Wir bleiben in dieser Sache hart, weil sich
dahinter mehr versteckt, als heute von offizieller Seite zugegeben
wird.
Dr. med. Gottfried Hofer, Küssnacht, hat mittels Bluttest
eine Allergie auf Glaswolle nachweisen können. Dr. med. Andreas
Beck, Bern, Dozent für Neuraltherapie an der Uni Bern,
bestätigt der Mythen-Post gegenüber, dass Allergien auf
KMFs bekannt sind. Hinzu kommen viele andere Nachteile von Glas-
und Steinwolle. (Befragen Sie dazu verantwortungsbewusste
Handwerker!) Die Nachteile von KMFs sind dermassen gravierend, dass
sie verboten gehörten. Dass die KMF-Lobby diese Forderung
nicht einfach so hinnimmt, liegt auf der Hand. Denn es handelt sich
um ein Millionengeschäft!
Wie entstanden die KMF-Beiträge der
Mythen-Post?
Bauführer Willy K. und Zimmermann Felix von Rickenbach
hatten gemeinsam die schwachsinnige Idee, einen Estrich offen mit
Glaswolle zu isolieren. Der Bauherr wurde dabei nicht über die
Nachteile von KMFs informiert.
Die einfachste, kostengünstigste und sinnvollste Variante
wäre gewesen, den betreffenden Estrich gar nicht zu isolieren
(was auch nicht nötig gewesen wäre)! Doch
Bauführer und Zimmermann wussten es besser... Und wie!
Nachträglich konnte der so isolierte Estrich nicht mehr betreten
werden. Zur Symptombekämpfung wurde das Schlupfloch zum
benachbarten Raum provisorisch abgedichtet. Weil der Nebenraum nicht
mehr wie gewohnt belüftet werden konnte, liess der
Bauführer zusätzlich ein separates Lüftungsrohr
einbauen. All diese Symptombekämpfungsmassnahmen (die am
KMF-Problem - Ursache! - rein gar nichts ändern) erzeugten
zusätzliche Kosten.
Ein verantwortungsbewusster Handwerker (die es im Talkessel zum
Glück auch gibt!) hätte gesagt: "Tut uns leid, wir haben
hier Mist gebaut. Wir nehmen diese unzumutbare Isolation heraus und
saugen den KMF-Staub sauber ab. Wenn wir Fehler machen, stehen wir
dafür auch gerade." Doch anders in
diesem Fall: der betreffende Bauführer ist in der Zwischenzeit
verstorben und Zimmermann Felix von Rickenbach, Ibach, lehnt eine
Kostenbeteiligung ab.
Die Problematik blieb
Weil das Schlupfloch nicht hundertprozentig abgedichtet werden
konnte, können KMF-Partikel in den Nebenraum gelangen, was bei
den Nutzern die bekannten Symptome auslöst.

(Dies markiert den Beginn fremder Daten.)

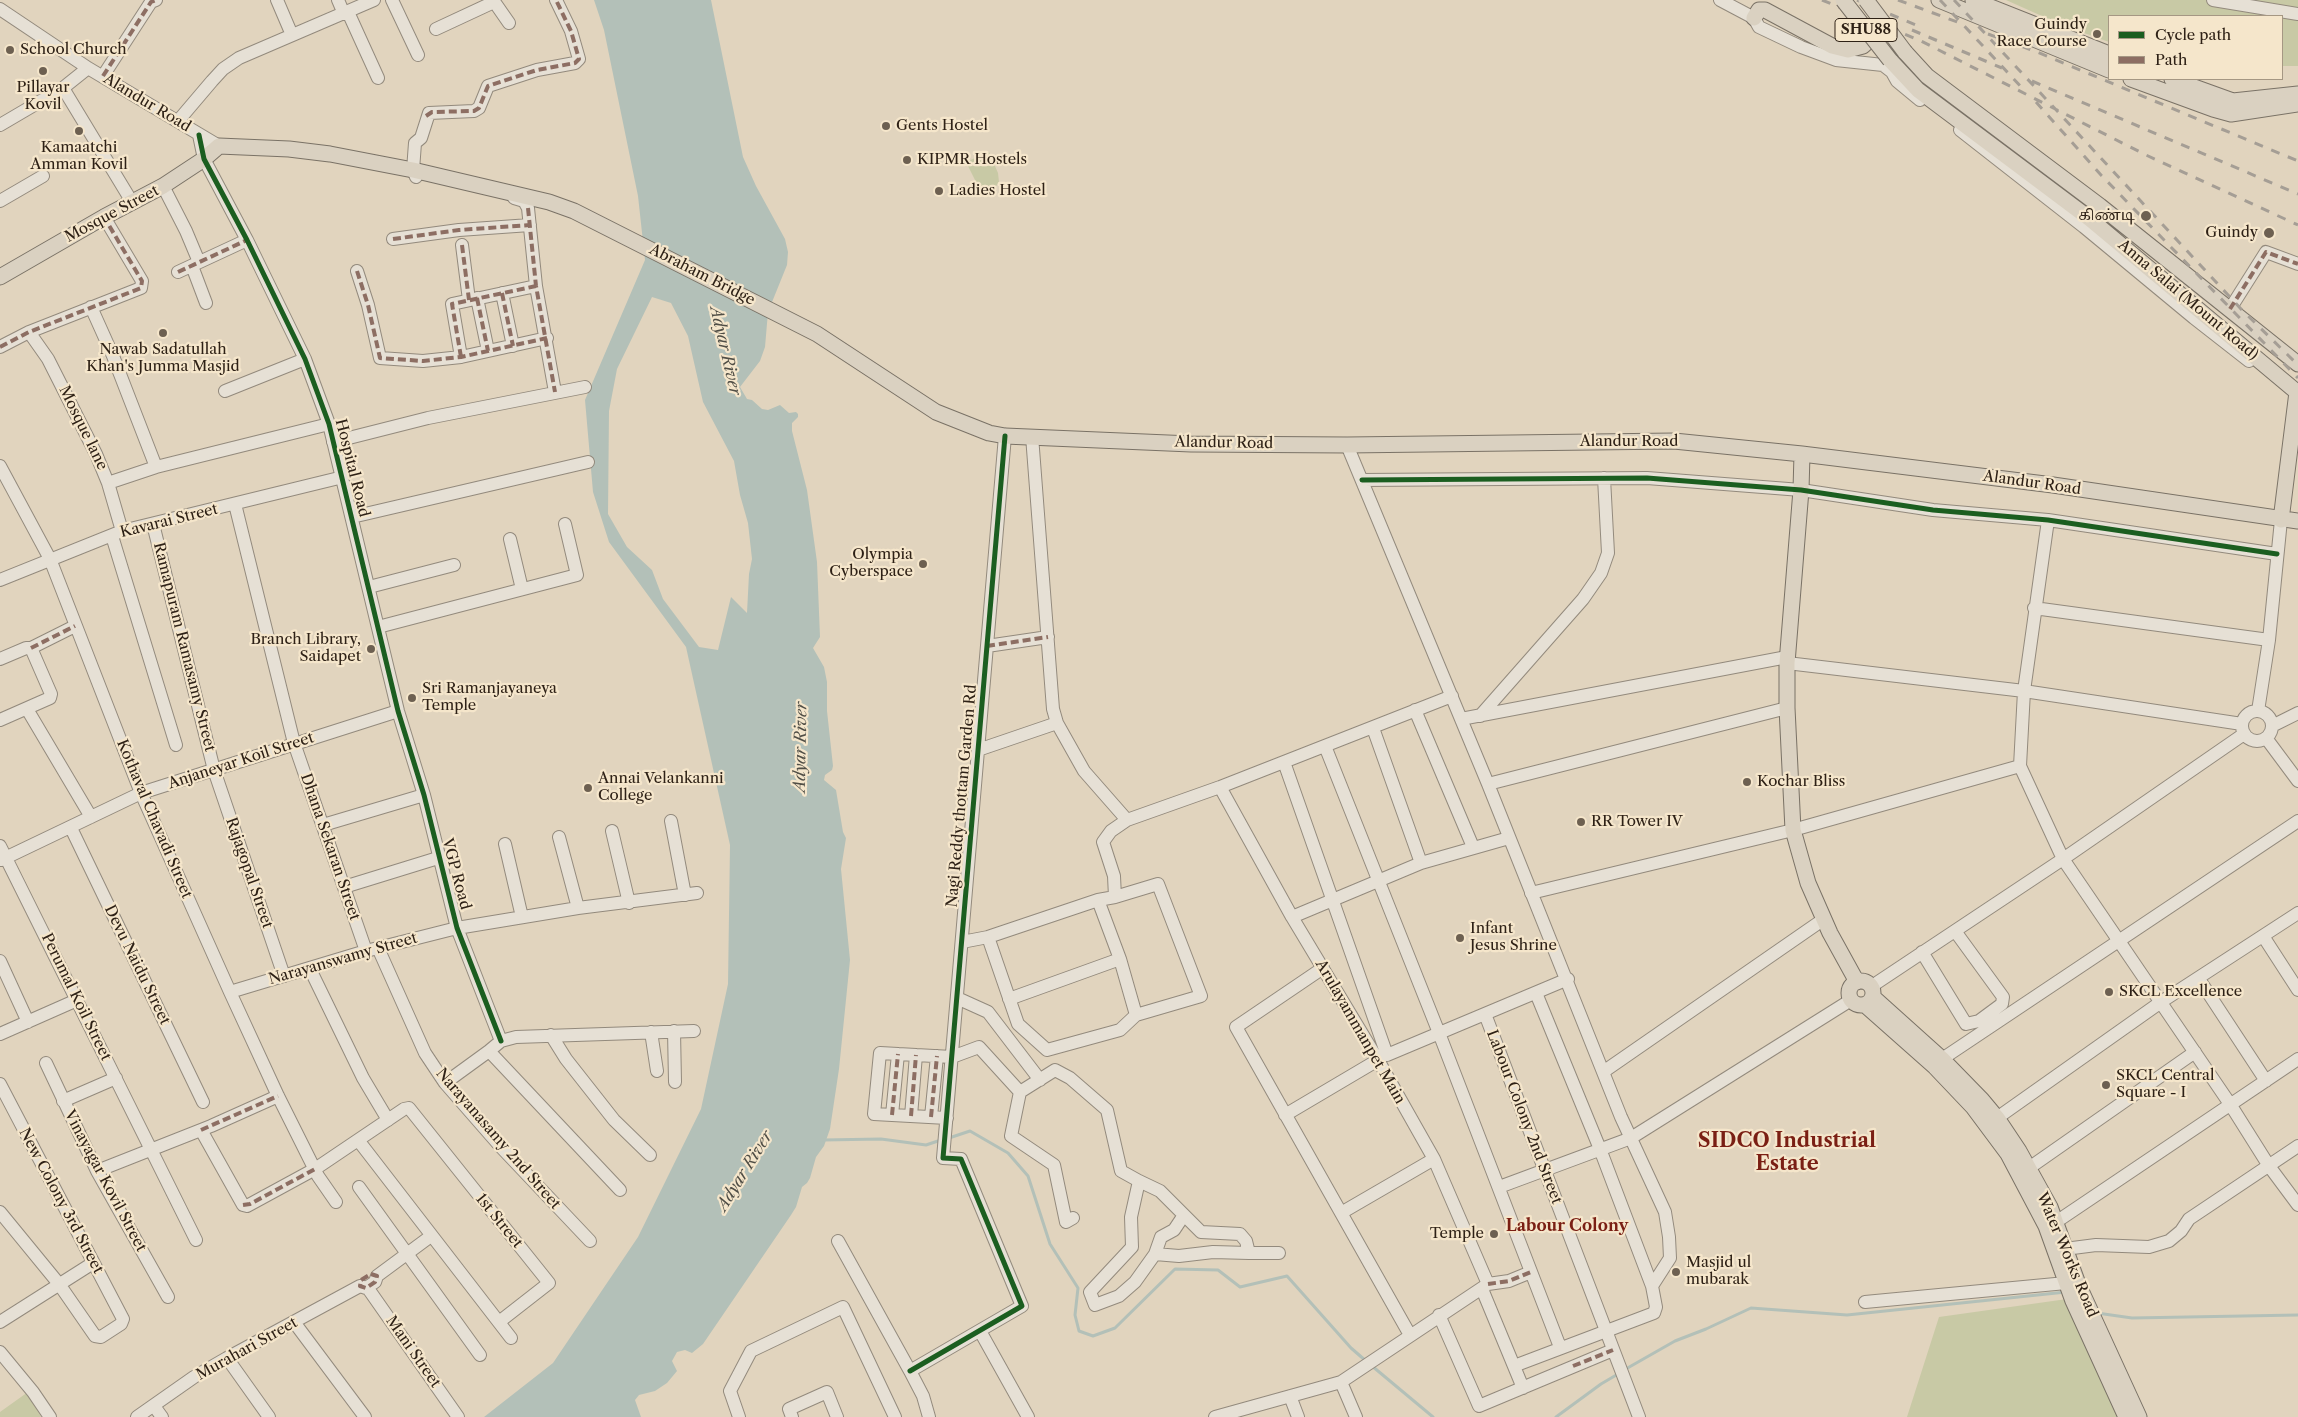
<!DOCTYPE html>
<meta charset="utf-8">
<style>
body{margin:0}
#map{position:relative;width:2298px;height:1417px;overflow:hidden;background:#e1d4be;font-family:"Libre Caslon Text",serif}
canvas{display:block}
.legend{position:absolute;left:2108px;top:15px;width:175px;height:65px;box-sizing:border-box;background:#f5e6cb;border:1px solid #a59783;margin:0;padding:6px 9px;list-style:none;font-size:15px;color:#2e2116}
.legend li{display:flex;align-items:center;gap:10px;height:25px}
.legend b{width:25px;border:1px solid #a59783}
</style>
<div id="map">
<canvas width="2298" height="1417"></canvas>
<ul class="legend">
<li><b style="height:6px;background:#1b5e20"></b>Cycle path</li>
<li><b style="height:6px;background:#8d6e63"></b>Path</li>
</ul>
</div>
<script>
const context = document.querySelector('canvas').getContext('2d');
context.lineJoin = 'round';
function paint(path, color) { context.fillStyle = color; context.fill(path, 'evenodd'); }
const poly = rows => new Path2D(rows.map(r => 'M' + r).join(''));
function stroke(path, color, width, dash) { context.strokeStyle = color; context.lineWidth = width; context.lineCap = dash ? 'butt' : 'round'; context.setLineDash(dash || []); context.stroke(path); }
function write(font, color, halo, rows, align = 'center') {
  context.font = font + ' "Libre Caslon Text","Noto Serif Tamil",serif'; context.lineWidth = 4.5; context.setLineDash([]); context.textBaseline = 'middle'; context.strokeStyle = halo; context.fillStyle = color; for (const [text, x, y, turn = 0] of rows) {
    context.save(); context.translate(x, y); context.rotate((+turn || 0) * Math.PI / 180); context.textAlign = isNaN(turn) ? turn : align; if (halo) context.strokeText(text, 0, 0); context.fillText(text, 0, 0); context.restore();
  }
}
paint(poly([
 [2006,0,2298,0,2298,66,2282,66,2282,16,2109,16,2109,42,2062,25],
 [989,152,998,173,999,182,994,189,989,191,977,184,966,162],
 [2067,1299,2118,1417,1907,1417,1939,1317],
 [28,1392,41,1417,0,1417,0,1412]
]), '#c8c9a5');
paint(poly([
 [594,0,711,0,743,157,756,186,785,239,788,252,787,265,768,312,765,347,760,361,740,387,747,399,752,400,762,409,768,410,780,405,789,413,796,412,798,414,798,417,792,423,792,431,807,490,817,562,820,637,813,648,824,667,827,682,827,711,833,766,832,770,825,775,824,780,836,790,843,832,846,838,841,869,850,960,839,1069,830,1129,824,1146,816,1157,810,1178,807,1183,802,1187,796,1207,791,1215,703,1344,692,1353,685,1350,677,1352,672,1361,677,1371,667,1383,655,1391,639,1395,635,1400,641,1417,484,1417,553,1363,638,1237,701,1109,728,984,730,845,686,647,609,542,593,492,585,400,645,260,638,196,604,30],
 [652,297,671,303,688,336,703,402,734,461,740,495,748,523,752,559,749,574,747,613,731,597,718,650,699,647,663,599,652,570,627,547,608,514,609,411,617,369]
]), '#b3c0b8');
stroke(poly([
 [949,1138,970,1131,1008,1153,1028,1176,1050,1244,1078,1288,1075,1315,1079,1331,1093,1336,1115,1328,1175,1269,1218,1270,1240,1287,1287,1276,1351,1348,1366,1361],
 [823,1140,881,1139,926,1145,941,1140],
 [2097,1313,2132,1318,2298,1315],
 [1372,1366,1433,1417],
 [1624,1370,1675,1341,1706,1329,1751,1308,1847,1315,2066,1292],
 [1556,1417,1601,1384,1618,1374]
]), '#b3c0b8', 3);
const minor = poly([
 [277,0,292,35],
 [338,0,344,14],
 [392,0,418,55],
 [493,0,509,23],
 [1720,0,1754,18,1759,27,1801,47,1836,60,1883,65,1892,72,1897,81,1920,100],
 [2213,0,2298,14],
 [0,9,88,68,219,146],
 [348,12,378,78],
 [436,29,494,2],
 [103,76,151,2,156,0],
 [63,88,132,202],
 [178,121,212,81,223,69,239,58,374,0],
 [0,125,63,88,88,68],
 [1960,130,2084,227,2194,318,2249,361],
 [199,135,204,159,247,240,305,359,329,424,398,711,424,795,457,928,501,1041],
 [416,177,413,170,415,143,421,138,429,113,474,111,479,108,488,86,537,70,575,63,579,59,571,31,556,0],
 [163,186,186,231,199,262,192,266,206,303],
 [514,198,524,201,528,208,536,286,555,392],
 [0,201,43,176],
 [393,239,459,230,530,225],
 [462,245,469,300],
 [357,271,368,305,380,358,423,361,461,357,547,338],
 [178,272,247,240],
 [502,293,513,346],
 [477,298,488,351],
 [91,307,113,356,156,467],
 [2230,309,2266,252,2298,264],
 [29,332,48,359,96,454,108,483,122,531],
 [0,347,29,332,141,288,142,281,104,217],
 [461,357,452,304,536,286],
 [225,391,305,359],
 [1032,436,1053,709,1057,723,1084,771,1127,820],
 [333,442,428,418,585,387],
 [1347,445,1488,784,1621,1117,1665,1212,1669,1237,1670,1258,1652,1286],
 [0,466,50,559,141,793,230,992,278,1096,318,1176,336,1202],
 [1362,480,1647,478,1801,490,1933,510,2048,520,2277,554],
 [108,483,156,467,329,424],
 [235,504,294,743,366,951],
 [352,517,588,462],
 [2048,520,2024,691,2020,766,2063,859,2230,1104,2269,1166,2298,1205],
 [153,524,214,770,284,976],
 [112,536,176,745],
 [510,539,522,589],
 [0,580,122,531,343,477],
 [369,587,454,565],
 [2034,608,2269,640],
 [378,627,577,575,565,524],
 [987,646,1048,637],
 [0,659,26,648,31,648,75,626],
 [1787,663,2024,691,2242,724],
 [27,709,91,817],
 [1415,710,1473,847],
 [2258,711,2269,640,2281,520],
 '2242 726a15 15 0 1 1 30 0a15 15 0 1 1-30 0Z',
 [1480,716,1583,599,1601,573,1608,553,1604,478],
 [1461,719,1787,657],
 [0,720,50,698,51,694,31,648],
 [2272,726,2298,713],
 [1373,728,1421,863],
 [2266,738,2298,781],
 [1325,746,1439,1033,1560,1347],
 [978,750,1057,723],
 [1284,762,1387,1055,1568,979],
 [1488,784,1787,708],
 [1220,787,1292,917,1378,1060,1434,1159,1488,1284],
 [671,821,685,895],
 [323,825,424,795],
 [71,828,203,1102],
 [612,831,629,903],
 [559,837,578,908],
 [505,844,522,917],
 [0,846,196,1240],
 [1,860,141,793,398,711],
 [344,887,438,858],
 [1531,893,1793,830,2020,766],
 [1098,900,1120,959,1136,1015,1201,996,1158,884,1115,897],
 [1292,917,1421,863,1509,838],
 [2263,936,2298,990],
 [988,937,1018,1024,1047,1050,1120,1030,1136,1015],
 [962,942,988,937,1098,900,1115,897,1114,876,1103,842,1111,831,1127,820,1220,787,1452,696],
 [378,948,425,1053,445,1083,500,1146,590,1241],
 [1922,952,1966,1024,1979,1021,2002,1004,2003,997,1955,931],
 [0,961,28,1022],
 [1323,968,1236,1027,1410,1335],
 [310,969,363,1078,388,1120],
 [2199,979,2266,1081],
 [1872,986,2063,859,2244,734],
 [230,992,366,951,457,928,578,908,697,893],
 [957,998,988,1012,1040,1080],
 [1009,999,1120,959],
 [1485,1014,1639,1417],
 [674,1031,675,1082],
 [651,1032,657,1071],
 [0,1034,77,1000],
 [551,1035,566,1059,614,1120,650,1155],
 [489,1051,620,1190],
 [1942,1059,2298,821],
 [46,1063,97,1171,168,1297],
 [1603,1072,1824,919],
 [445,1083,489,1051,501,1041,516,1037,694,1031],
 [0,1084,123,1319,121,1324,101,1337,95,1336,59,1284,0,1212],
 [63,1101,116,1078],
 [892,1115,898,1054],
 [1285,1115,1378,1060],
 [911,1116,916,1055],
 [931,1117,937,1056],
 [947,1118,874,1114,880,1053,952,1057,979,1047,1020,1092],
 [1997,1118,2161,1002,2298,913],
 [201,1130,243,1205,247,1206,315,1169,404,1109,409,1108,549,1283,499,1322],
 [358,1140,511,1338],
 [2029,1168,2195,1052],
 [97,1171,211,1126,278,1096],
 [359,1187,480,1355],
 [1499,1187,1631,1138,1851,1000],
 [1341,1213,1434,1159],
 [1073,1218,1066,1222,1054,1165,1011,1136,1020,1092,1055,1070,1070,1078,1107,1110,1121,1171,1139,1181,1160,1191,1201,1232,1240,1234,1246,1241,1249,1253,1213,1252,1179,1256,1155,1254,1135,1282,1119,1296,1095,1305,1090,1292,1132,1247,1131,1217,1139,1181],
 [2056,1222,2298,1059],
 [838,1241,910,1371,923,1396,929,1417],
 [2057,1250,2096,1245,2149,1247,2169,1241,2181,1231,2189,1219,2298,1146],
 [1249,1253,1279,1253],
 [1155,1254,1161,1237,1174,1230,1184,1215],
 [360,1286,366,1288,375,1282,377,1276,431,1236],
 [367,1287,458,1417],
 [1482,1289,1523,1388],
 [1865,1302,2066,1283],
 [1439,1315,1479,1406,1613,1350],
 [0,1322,93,1263],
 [294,1322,365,1417],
 [980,1331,1028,1417],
 [0,1352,33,1392,50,1417],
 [227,1358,269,1417],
 [1514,1366,1654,1313,1656,1307,1652,1286,1600,1149,1536,993],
 [910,1371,1022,1306,961,1159,943,1158,1005,436],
 [1290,1396,1298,1417],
 [154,1406,162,1417],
 [137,1417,194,1377,227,1358,360,1286],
 [739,1417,730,1391,751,1351,843,1307,895,1417],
 [792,1417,789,1409,827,1392,837,1417],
 [1215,1417,1341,1382],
 [1356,1417,1341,1382,1488,1284,1509,1281,1531,1272]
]);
const major = poly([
 [1939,0,2109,70],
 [1973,0,2109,54],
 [1754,18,1759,10,1765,10,1832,46,1848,50,1863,46,1872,38],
 [1905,52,1927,76,2100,206,2298,364],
 [1890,60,1918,90,2090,219,2298,393],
 [2131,79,2213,109,2231,114,2298,104],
 [2172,79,2233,101,2298,94],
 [0,277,104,217,163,186,204,159,219,146,289,149,330,154,413,170,549,202,574,211,817,334,936,412,989,433,1005,436,1191,444,1347,445,1674,441,1802,454,2053,485,2298,521],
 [1802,454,1801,490,1787,663,1787,708,1793,830,1808,883,1830,933,1857,982],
 [2281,520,2297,392],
 '1849 993a12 12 0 1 1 24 0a12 12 0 1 1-24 0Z',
 [1873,997,1942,1059,1982,1100,1997,1118,2019,1151,2050,1207,2078,1284,2139,1417],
 [1865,1005,1935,1067,1973,1107,2008,1154,2046,1226,2073,1301,2126,1417]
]);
stroke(minor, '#938a7d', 14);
stroke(major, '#7a7266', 17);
stroke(minor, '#e6e0d5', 12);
stroke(major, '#dad1c1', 15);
stroke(poly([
 [1822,0,1921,41,2146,155,2298,225],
 [1857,0,1923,28],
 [1898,0,1960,23],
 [1940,0,2024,90],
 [1954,0,2242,310,2298,365],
 [1912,30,2002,68],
 [1988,34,2037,52,2298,161],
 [2032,81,2298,194],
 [2036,102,2101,175,2298,378]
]), '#a59e95', 3, [9, 9]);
const majorBridge = poly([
 [1843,0,1890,60],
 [1866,0,1905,52]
]);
stroke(majorBridge, '#7a7266', 17, []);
stroke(majorBridge, '#dad1c1', 15);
stroke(poly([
 [103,76,151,2,156,0],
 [426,116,432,112,474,111,479,108,488,86,537,70,575,63,579,59,571,31,556,0],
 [528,208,536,286,555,392],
 [393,239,459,230,530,225],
 [462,245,469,300],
 [357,271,368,305,380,358,423,361,461,357,547,338],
 [178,272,247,240],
 [502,293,513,346],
 [477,298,488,351],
 [2230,309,2266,252,2298,264],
 [0,347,29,332,141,288,142,281,104,217],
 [461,357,452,304,536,286],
 [987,646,1048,637],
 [31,648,75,626],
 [892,1115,898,1054],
 [911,1116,916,1055],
 [931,1117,937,1056],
 [201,1130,278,1096],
 [243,1205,250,1204,315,1169],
 [371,1274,377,1276,375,1282,366,1288,360,1286,361,1280,371,1274],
 [1488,1284,1509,1281,1531,1272],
 [1573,1366,1613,1350]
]), '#8d6e63', 4, [8, 4]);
stroke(poly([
 [199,135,204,159,247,240,305,359,329,424,398,711,424,795,457,928,501,1041],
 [1362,480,1647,478,1801,490,1933,510,2048,520,2277,554],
 [910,1371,1022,1306,961,1159,943,1158,1005,436]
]), '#1b5e20', 5);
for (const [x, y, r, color] of [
 [2097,34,5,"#6d6051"],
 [10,50,5,"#6d6051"],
 [43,71,5,"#6d6051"],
 [886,126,5,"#6d6051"],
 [79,131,5,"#6d6051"],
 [907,160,5,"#6d6051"],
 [939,191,5,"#6d6051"],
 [2146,216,6,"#6d6051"],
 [2269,233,6,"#6d6051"],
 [163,333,5,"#6d6051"],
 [923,564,5,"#6d6051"],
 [371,649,5,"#6d6051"],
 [412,698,5,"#6d6051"],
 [1747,782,5,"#6d6051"],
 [588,788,5,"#6d6051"],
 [1581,822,5,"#6d6051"],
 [1460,938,5,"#6d6051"],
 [2109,992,5,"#6d6051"],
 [2106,1085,5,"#6d6051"],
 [1494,1234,5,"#6d6051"],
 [1676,1272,5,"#6d6051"]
]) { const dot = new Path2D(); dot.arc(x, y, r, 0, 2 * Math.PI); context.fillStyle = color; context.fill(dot); stroke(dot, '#f5e6cb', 2); }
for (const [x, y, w] of [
 [1866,30,62]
]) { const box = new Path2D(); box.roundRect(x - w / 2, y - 11.5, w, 23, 4); context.fillStyle = '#f5e6cb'; context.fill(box); stroke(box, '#2e2116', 1); }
write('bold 14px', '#2e2116', null, [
 ["SHU88",1866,30]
]);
write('15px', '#2e2116', '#f5e6cb', [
 ["Guindy",2087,25,"right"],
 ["Race Course",2087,42,"right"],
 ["School Church",20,50],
 ["Pillayar",43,88,"center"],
 ["Kovil",43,105,"center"],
 ["Gents Hostel",896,126],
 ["Kamaatchi",79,148,"center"],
 ["Amman Kovil",79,165,"center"],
 ["KIPMR Hostels",917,160],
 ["Ladies Hostel",949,191],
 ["கிண்டி",2135,216,"right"],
 ["Guindy",2258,233,"right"],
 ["Nawab Sadatullah",163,350,"center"],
 ["Khan's Jumma Masjid",163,367,"center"],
 ["Olympia",913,555,"right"],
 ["Cyberspace",913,572,"right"],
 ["Branch Library,",361,640,"right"],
 ["Saidapet",361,657,"right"],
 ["Sri Ramanjayaneya",422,689],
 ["Temple",422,706],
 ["Annai Velankanni",598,779],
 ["College",598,796],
 ["Kochar Bliss",1757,782],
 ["RR Tower IV",1591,822],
 ["Infant",1470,929],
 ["Jesus Shrine",1470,946],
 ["SKCL Excellence",2119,992],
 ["SKCL Central",2116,1076],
 ["Square - I",2116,1093],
 ["Temple",1484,1234,"right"],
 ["Masjid ul",1686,1263],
 ["mubarak",1686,1280]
], 'left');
write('15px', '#2e2116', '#f5e6cb', [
 ["Alandur Road",147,103,31],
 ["Mosque Street",112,214,-28],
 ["Abraham Bridge",702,275,27],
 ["Anna Salai (Mount Road)",2188,300,40],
 ["Mosque lane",83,428,64],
 ["Alandur Road",1629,442],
 ["Alandur Road",1224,443,1],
 ["Hospital Road",352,468,76],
 ["Alandur Road",2032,483,8],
 ["Kavarai Street",169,521,-14],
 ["Ramapuram Ramasamy Street",184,647,76],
 ["Anjaneyar Koil Street",241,761,-18],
 ["Nagi Reddy thottam Garden Rd",962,796,-85],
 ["Kothaval Chavadi Street",154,819,67],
 ["Dhana Sekaran Street",330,847,71],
 ["Rajagopal Street",249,873,71],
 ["VGP Road",456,874,75],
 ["Narayanswamy Street",343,959,-16],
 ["Devu Naidu Street",137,965,64],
 ["Perumal Koil Street",76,997,64],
 ["Arulayammanpet Main",1360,1032,60],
 ["Labour Colony 2nd Street",1524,1117,69],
 ["Narayanasamy 2nd Street",498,1139,49],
 ["Vinayagar Kovil Street",105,1181,62],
 ["New Colony 3rd Street",61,1201,62],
 ["1st Street",499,1221,51],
 ["Water Works Road",2067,1255,67],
 ["Murahari Street",247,1349,-29],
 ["Mani Street",413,1352,55]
]);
write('italic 16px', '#504e46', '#f5e6cb', [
 ["Adyar River",725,351,77],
 ["Adyar River",801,747,-89],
 ["Adyar River",745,1171,-58]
]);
write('bold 16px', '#7a1f14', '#f5e6cb', [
 ["Labour Colony",1567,1226]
]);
write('bold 20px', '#7a1f14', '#f5e6cb', [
 ["SIDCO Industrial",1787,1141],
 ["Estate",1787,1164]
]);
</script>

Ein verantwortungsbewusster Schwyzer Arzt erzählte Urs Beeler
von ähnlichen Symptomen in seinem Haus. Diese wurden von seiner
Gattin bestätigt. Der Estrich war (ist) auch mit
Glaswolle Isoliert! In der Folge recherchierte Beeler bei
verschiedenen Gewerblern (Isoleuren, Bauunternehmern, Zimmerleuten)
der Region, welche die negativen Erfahrungen mit diesen Materialien
teilten. Abgerundet wurde das Bild durch die Aussage eines
Baubiologen sowie Zeitungsberichten. In der Folge entstanden
Beiträge über das Thema in der Mythen-Post.
Isolationslobby reagierte auf Kritik mit
Drohung
Statt dass die Produzenten auf die (berechtigte) Kritik
eingegangen wären und gesagt hätten: "Sie sind mit
unserem Produkt nicht zufrieden. Selbstverständlich kommen wir
für den Ärger und die entstandenen Umtriebe auf", wurde
sofort gedroht. Offenbar wissen die Produzenten sehr gut Bescheid
über die Nachteile ihrer Produkte und wollen unter allen
Umständen verhindern, dass diese bekannt werden.
Es darf aber nicht sein, dass
Bauführer/Zimmerleute irgend einen Mist aufschwatzen, den dann
der Bauherr nicht nur bezahlen, sondern dessen Nachteile er auch noch
über Jahre tragen muss! Ein
vierstelliger Betrag für eine unbrauchbare, problematische
Isolation, Kosten für Abdichtung, separates Lüftungsrohr -
anschliessend ca. dreitausend Franken für eine
fachmännische Entsorgung (weil dafür extra das Dach
geöffnet und via Lift das Material entsorgt werden muss).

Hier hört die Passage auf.